**BRIEF**
Return the lines of the data below exactly. Start at the first and end with the line containing "Convert the map".

──────── EXTRACTED ENTRIES ────────

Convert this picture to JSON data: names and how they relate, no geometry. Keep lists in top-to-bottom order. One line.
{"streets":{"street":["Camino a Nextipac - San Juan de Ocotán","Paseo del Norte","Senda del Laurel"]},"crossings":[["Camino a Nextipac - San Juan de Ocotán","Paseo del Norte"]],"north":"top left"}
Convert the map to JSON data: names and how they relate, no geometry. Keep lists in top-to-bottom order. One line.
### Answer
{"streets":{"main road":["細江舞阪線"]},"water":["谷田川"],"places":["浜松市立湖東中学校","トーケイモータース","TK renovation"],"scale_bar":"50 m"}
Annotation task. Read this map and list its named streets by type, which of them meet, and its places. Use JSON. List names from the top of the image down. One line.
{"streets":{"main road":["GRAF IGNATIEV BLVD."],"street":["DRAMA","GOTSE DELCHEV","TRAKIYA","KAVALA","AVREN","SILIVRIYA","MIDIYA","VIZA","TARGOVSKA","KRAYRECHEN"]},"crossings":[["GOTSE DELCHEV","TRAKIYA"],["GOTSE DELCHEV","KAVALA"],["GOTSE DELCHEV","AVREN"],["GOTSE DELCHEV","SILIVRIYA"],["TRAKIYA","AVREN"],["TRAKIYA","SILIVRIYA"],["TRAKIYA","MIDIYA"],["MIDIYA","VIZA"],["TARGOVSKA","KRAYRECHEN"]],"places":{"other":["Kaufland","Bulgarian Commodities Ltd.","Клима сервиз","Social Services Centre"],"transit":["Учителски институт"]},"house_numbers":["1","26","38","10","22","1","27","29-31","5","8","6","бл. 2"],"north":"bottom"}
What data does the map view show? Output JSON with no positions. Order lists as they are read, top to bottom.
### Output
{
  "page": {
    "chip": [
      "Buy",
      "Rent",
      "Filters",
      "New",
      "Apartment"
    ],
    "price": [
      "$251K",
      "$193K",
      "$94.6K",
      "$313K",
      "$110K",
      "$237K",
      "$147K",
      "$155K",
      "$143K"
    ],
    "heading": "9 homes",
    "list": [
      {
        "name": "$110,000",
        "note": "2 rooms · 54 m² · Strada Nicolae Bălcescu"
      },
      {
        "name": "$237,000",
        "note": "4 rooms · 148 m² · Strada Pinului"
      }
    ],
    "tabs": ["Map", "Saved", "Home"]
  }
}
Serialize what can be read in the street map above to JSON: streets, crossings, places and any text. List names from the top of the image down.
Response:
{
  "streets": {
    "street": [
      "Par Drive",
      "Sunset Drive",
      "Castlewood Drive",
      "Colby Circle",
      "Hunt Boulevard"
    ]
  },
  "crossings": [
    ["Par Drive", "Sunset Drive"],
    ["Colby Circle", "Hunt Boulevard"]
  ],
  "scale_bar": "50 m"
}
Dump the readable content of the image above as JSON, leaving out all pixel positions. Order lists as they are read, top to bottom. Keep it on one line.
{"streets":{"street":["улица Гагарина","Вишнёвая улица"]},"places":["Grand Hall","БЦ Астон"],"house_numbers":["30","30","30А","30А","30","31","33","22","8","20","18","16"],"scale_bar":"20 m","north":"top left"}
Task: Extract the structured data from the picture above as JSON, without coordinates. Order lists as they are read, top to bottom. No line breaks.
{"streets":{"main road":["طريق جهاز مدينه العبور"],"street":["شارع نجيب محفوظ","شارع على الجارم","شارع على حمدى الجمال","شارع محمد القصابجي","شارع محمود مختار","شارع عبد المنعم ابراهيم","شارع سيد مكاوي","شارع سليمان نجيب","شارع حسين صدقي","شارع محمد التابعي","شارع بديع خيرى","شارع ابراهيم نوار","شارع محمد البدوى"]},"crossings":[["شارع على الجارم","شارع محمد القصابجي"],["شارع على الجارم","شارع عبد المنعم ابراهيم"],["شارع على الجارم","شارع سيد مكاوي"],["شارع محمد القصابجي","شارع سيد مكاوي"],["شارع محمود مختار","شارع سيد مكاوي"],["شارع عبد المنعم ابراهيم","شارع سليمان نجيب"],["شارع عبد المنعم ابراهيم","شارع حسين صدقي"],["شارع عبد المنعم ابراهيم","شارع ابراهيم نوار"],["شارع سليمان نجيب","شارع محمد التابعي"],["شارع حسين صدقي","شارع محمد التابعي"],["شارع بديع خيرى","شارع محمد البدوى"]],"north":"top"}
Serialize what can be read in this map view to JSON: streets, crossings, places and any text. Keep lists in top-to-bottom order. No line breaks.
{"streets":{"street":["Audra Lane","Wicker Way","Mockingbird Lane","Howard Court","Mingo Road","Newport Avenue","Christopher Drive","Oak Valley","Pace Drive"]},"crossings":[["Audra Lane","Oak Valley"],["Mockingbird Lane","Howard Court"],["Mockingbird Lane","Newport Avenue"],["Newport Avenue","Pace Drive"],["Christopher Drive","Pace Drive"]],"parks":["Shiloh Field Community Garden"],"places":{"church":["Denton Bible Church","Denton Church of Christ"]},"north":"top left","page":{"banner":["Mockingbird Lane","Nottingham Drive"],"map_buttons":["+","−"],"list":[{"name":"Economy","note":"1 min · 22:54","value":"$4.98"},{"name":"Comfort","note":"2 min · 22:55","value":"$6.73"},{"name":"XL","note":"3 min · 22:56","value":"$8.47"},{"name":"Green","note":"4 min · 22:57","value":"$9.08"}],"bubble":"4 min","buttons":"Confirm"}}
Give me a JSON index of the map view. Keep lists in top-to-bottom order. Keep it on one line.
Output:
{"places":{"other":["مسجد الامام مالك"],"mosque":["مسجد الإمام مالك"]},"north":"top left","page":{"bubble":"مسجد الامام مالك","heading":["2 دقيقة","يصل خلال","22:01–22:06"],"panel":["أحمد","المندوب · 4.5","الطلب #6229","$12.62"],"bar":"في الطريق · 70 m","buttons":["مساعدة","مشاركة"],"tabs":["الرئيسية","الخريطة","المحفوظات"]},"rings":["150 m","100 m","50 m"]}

────────

**RESPONSE BOX**
Convert this picture to JSON data: names and how they relate, no geometry. Keep lists in top-to-bottom order. One line.
{"streets":{"street":["Camino a Nextipac - San Juan de Ocotán","Paseo del Norte","Senda del Laurel"]},"crossings":[["Camino a Nextipac - San Juan de Ocotán","Paseo del Norte"]],"north":"top left"}
Convert the map to JSON data: names and how they relate, no geometry. Keep lists in top-to-bottom order. One line.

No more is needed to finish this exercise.